I don’t see how it makes it any better that Romney “lived through the event and quite probably takes it for granted that it happened the way he remembered.” Having lived through the event as an adult, he should be more aware of what actually happened than those of us who were just children at the time. Think of it another way. We were all alive for the duration of the Iraq war, but that doesn’t mean that it would be acceptable or defensible for a candidate for high office to perpetuate dead-ender myths about the non-existent WMDs that were supposedly “discovered” in Iraq. We wouldn’t just shrug if one of the Republican candidates started falsely claiming that Iraq’s WMDs were shipped to Syria (another dead-ender favorite), or if he was recycling old falsehoods about an Iraq-Al Qaeda connection.

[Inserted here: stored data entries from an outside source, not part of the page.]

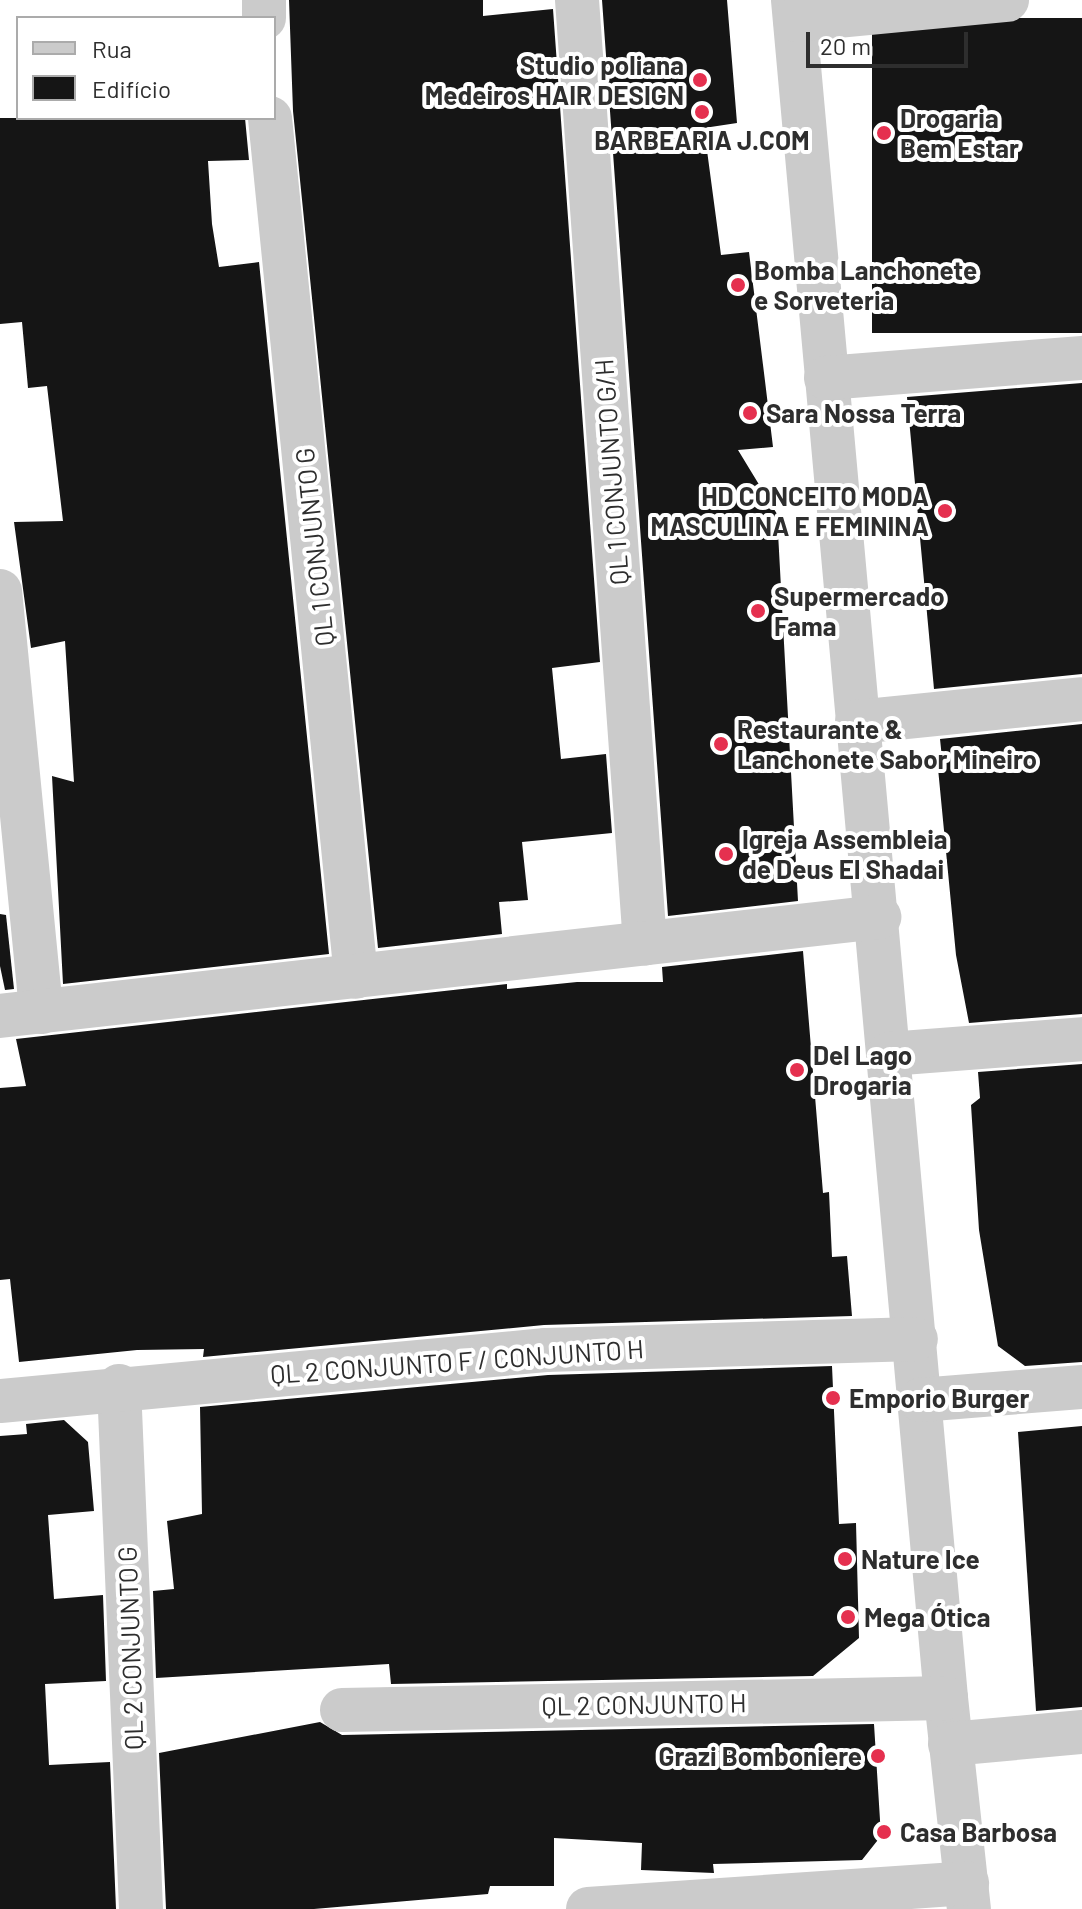 <!DOCTYPE html>
<html>
<head>
<meta charset="utf-8">
<style>
  body { margin:0 }
  #map { position:relative; width:1082px; height:1909px; overflow:hidden; background:#fff; font-family:Barlow,sans-serif }
  div>[style] { position:absolute }
  .building>* { inset:0; background:#151515; transform-origin:0 0 }
  .minor>* { height:44px; margin:-22px; padding:0 22px; transform-origin:22px; border-radius:22px; background:#cbcbcb }
  .dots>* { width:22px; height:22px; translate:-50% -50%; box-sizing:border-box; border:4px solid #fff; border-radius:50% }
  span { translate:-50% -50%; white-space:nowrap; text-align:center; line-height:1.15; -webkit-text-stroke:8px #fff; paint-order:stroke }
  .poi-label { font-size:26px; color:#2e2e2e; font-weight:700 }
  .right { translate:-100% -50%; text-align:right }
  .left { translate:0 -50%; text-align:left }
  .street-label { font-size:26px; color:#2e2e2e }
  .legend { position:absolute; left:16px; top:16px; width:260px; height:104px; box-sizing:border-box; background:#fff; border:2px solid #ababab; margin:0; padding:10px 14px; list-style:none; font-size:24px; color:#2e2e2e }
  .legend li { display:flex; align-items:center; gap:16px; height:40px }
  .legend b { width:40px; border:2px solid #ababab }
  .scale { position:absolute; left:806px; top:32px; width:162px; height:36px; box-sizing:border-box; border:4px solid #2e2e2e; border-top:0; padding-left:10px; font-size:24px; line-height:28px; white-space:nowrap; color:#2e2e2e; -webkit-text-stroke:6px #fff; paint-order:stroke }
</style>
</head>
<body>
<div id="map">
  <div class="building">
    <i style="clip-path:polygon(289px 0,483px 0,483px 16px,553px 9px,600px 662px,552px 668px,561px 759px,606px 754px,612px 833px,522px 842px,528px 900px,499px 902px,502px 934px,378px 948px,293px 111px)"></i>
    <i style="clip-path:polygon(602px 0,727px 0,737px 123px,704px 128px,721px 255px,749px 252px,765px 381px,773px 447px,738px 450px,777px 514px,798px 901px,668px 916px)"></i>
    <i style="left:1082px;top:18px;width:315px;height:210px;rotate:90deg"></i>
    <i style="clip-path:polygon(0 118px,245px 118px,249px 160px,208px 161px,212px 224px,219px 267px,259px 262px,329px 954px,63px 984px,52px 776px,74px 782px,65px 641px,31px 648px,14px 522px,63px 521px,47px 386px,28px 388px,22px 322px,0 324px)"></i>
    <i style="clip-path:polygon(1082px 383px,1082px 674px,934px 689px,907px 397px)"></i>
    <i style="clip-path:polygon(1082px 724px,1082px 1014px,969px 1023px,956px 955px,937px 758px,942px 758px,940px 739px)"></i>
    <i style="clip-path:polygon(0 914px,6px 915px,14px 989px,5px 990px,0 966px)"></i>
    <i style="clip-path:polygon(803px 951px,823px 1193px,829px 1192px,832px 1257px,847px 1256px,852px 1316px,544px 1325px,203px 1357px,204px 1349px,137px 1350px,19px 1362px,10px 1279px,0 1280px,0 1088px,26px 1086px,16px 1039px,507px 984px,507px 989px,577px 982px,663px 982px,662px 967px)"></i>
    <i style="clip-path:polygon(1082px 1064px,1082px 1362px,1025px 1366px,998px 1346px,979px 1230px,971px 1105px,980px 1098px,978px 1072px)"></i>
    <i style="clip-path:polygon(832px 1366px,839px 1524px,856px 1523px,859px 1638px,813px 1676px,391px 1684px,389px 1664px,156px 1678px,153px 1591px,174px 1589px,167px 1521px,202px 1514px,200px 1407px,548px 1375px)"></i>
    <i style="clip-path:polygon(64px 1420px,88px 1442px,94px 1511px,48px 1515px,54px 1599px,103px 1595px,106px 1681px,45px 1684px,49px 1765px,110px 1762px,116px 1909px,0 1909px,0 1436px,27px 1434px,26px 1424px)"></i>
    <i style="clip-path:polygon(1082px 1426px,1082px 1707px,1036px 1711px,1018px 1432px)"></i>
    <i style="clip-path:polygon(320px 1722px,342px 1735px,874px 1724px,881px 1836px,862px 1860px,713px 1864px,714px 1873px,641px 1870px,642px 1843px,554px 1838px,554px 1886px,490px 1886px,488px 1894px,314px 1909px,166px 1909px,159px 1753px)"></i>
  </div>
  <div class="minor">
    <i style="left:264px;top:0;width:18px;rotate:90deg"></i>
    <i style="left:577px;top:0;width:946px;rotate:85.88deg"></i>
    <i style="left:793px;top:0;width:1705px;rotate:84.85deg"></i>
    <i style="left:946px;top:1698px;width:212px;rotate:83.8deg"></i>
    <i style="left:795px;top:20px;width:213px;rotate:-5.4deg"></i>
    <i style="left:270px;top:118px;width:863px;rotate:84.28deg"></i>
    <i style="left:826px;top:378px;width:257px;rotate:-4.5deg"></i>
    <i style="left:0;top:591px;width:423px;rotate:84.4deg"></i>
    <i style="left:857px;top:722px;width:226px;rotate:-5.8deg"></i>
    <i style="left:0;top:1016px;width:885px;rotate:-6.43deg"></i>
    <i style="left:889px;top:1054px;width:194px;rotate:-4.4deg"></i>
    <i style="left:119px;top:1386px;width:523px;rotate:87.59deg"></i>
    <i style="left:920px;top:1400px;width:163px;rotate:-4.6deg"></i>
    <i style="left:0;top:1401px;width:548px;rotate:-5.34deg"></i>
    <i style="left:546px;top:1350px;width:370px;rotate:-1.7deg"></i>
    <i style="left:342px;top:1710px;width:604px;rotate:-1.14deg"></i>
    <i style="left:950px;top:1744px;width:133px;rotate:-5.2deg"></i>
    <i style="left:588px;top:1909px;width:380px;rotate:-3.9deg"></i>
  </div>
  <div class="dots">
    <i style="left:700px;top:80px;background:#e5304f"></i>
    <i style="left:702px;top:112px;background:#e5304f"></i>
    <i style="left:884px;top:133px;background:#e5304f"></i>
    <i style="left:738px;top:285px;background:#e5304f"></i>
    <i style="left:750px;top:413px;background:#e5304f"></i>
    <i style="left:945px;top:511px;background:#e5304f"></i>
    <i style="left:758px;top:611px;background:#e5304f"></i>
    <i style="left:721px;top:744px;background:#e5304f"></i>
    <i style="left:726px;top:854px;background:#e5304f"></i>
    <i style="left:797px;top:1070px;background:#e5304f"></i>
    <i style="left:833px;top:1398px;background:#e5304f"></i>
    <i style="left:845px;top:1559px;background:#e5304f"></i>
    <i style="left:848px;top:1617px;background:#e5304f"></i>
    <i style="left:878px;top:1756px;background:#e5304f"></i>
    <i style="left:884px;top:1832px;background:#e5304f"></i>
  </div>
  <div class="poi-label">
    <span class="right" style="left:684px;top:80px">Studio poliana<br>Medeiros HAIR DESIGN</span>
    <span class="left" style="left:900px;top:133px">Drogaria<br>Bem Estar</span>
    <span style="left:702px;top:140px">BARBEARIA J.COM</span>
    <span class="left" style="left:754px;top:285px">Bomba Lanchonete<br>e Sorveteria</span>
    <span class="left" style="left:766px;top:413px">Sara Nossa Terra</span>
    <span class="right" style="left:929px;top:511px">HD CONCEITO MODA<br>MASCULINA E FEMININA</span>
    <span class="left" style="left:774px;top:611px">Supermercado<br>Fama</span>
    <span class="left" style="left:737px;top:744px">Restaurante &amp;<br>Lanchonete Sabor Mineiro</span>
    <span class="left" style="left:742px;top:854px">Igreja Assembleia<br>de Deus El Shadai</span>
    <span class="left" style="left:813px;top:1070px">Del Lago<br>Drogaria</span>
    <span class="left" style="left:849px;top:1398px">Emporio Burger</span>
    <span class="left" style="left:861px;top:1559px">Nature Ice</span>
    <span class="left" style="left:864px;top:1617px">Mega Ótica</span>
    <span class="right" style="left:862px;top:1756px">Grazi Bomboniere</span>
    <span class="left" style="left:900px;top:1832px">Casa Barbosa</span>
  </div>
  <div class="street-label">
    <span style="left:611px;top:472px;rotate:-94deg">QL 1 CONJUNTO G/H</span>
    <span style="left:314px;top:547px;rotate:-96deg">QL 1 CONJUNTO G</span>
    <span style="left:457px;top:1361px;rotate:-4deg">QL 2 CONJUNTO F / CONJUNTO H</span>
    <span style="left:130px;top:1648px;rotate:-92deg">QL 2 CONJUNTO G</span>
    <span style="left:644px;top:1704px;rotate:-1deg">QL 2 CONJUNTO H</span>
  </div>
  <ul class="legend">
  <li><b style="height:10px;background:#cbcbcb"></b>Rua</li>
  <li><b style="height:22px;background:#151515"></b>Edifício</li>
  </ul>
  <div class="scale">20 m</div>
</div>
</body>
</html>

I’m sure there are quite a few people who “remember” these things that never happened. They heard about them somewhere and never bothered to check them out, because these “facts” fit their assumptions that the Iraq war was a good idea. These are political “fairy tales,” too, and they have a corrosive effect on political discourse.

In any case, Romney should be held to a tougher standard because of his tendency to just make things up and tell brazen lies. Given Romney’s record of making statements that he must know to be false, I wouldn’t assume that any of his errors are accidental. He lost the benefit of the doubt a long time ago.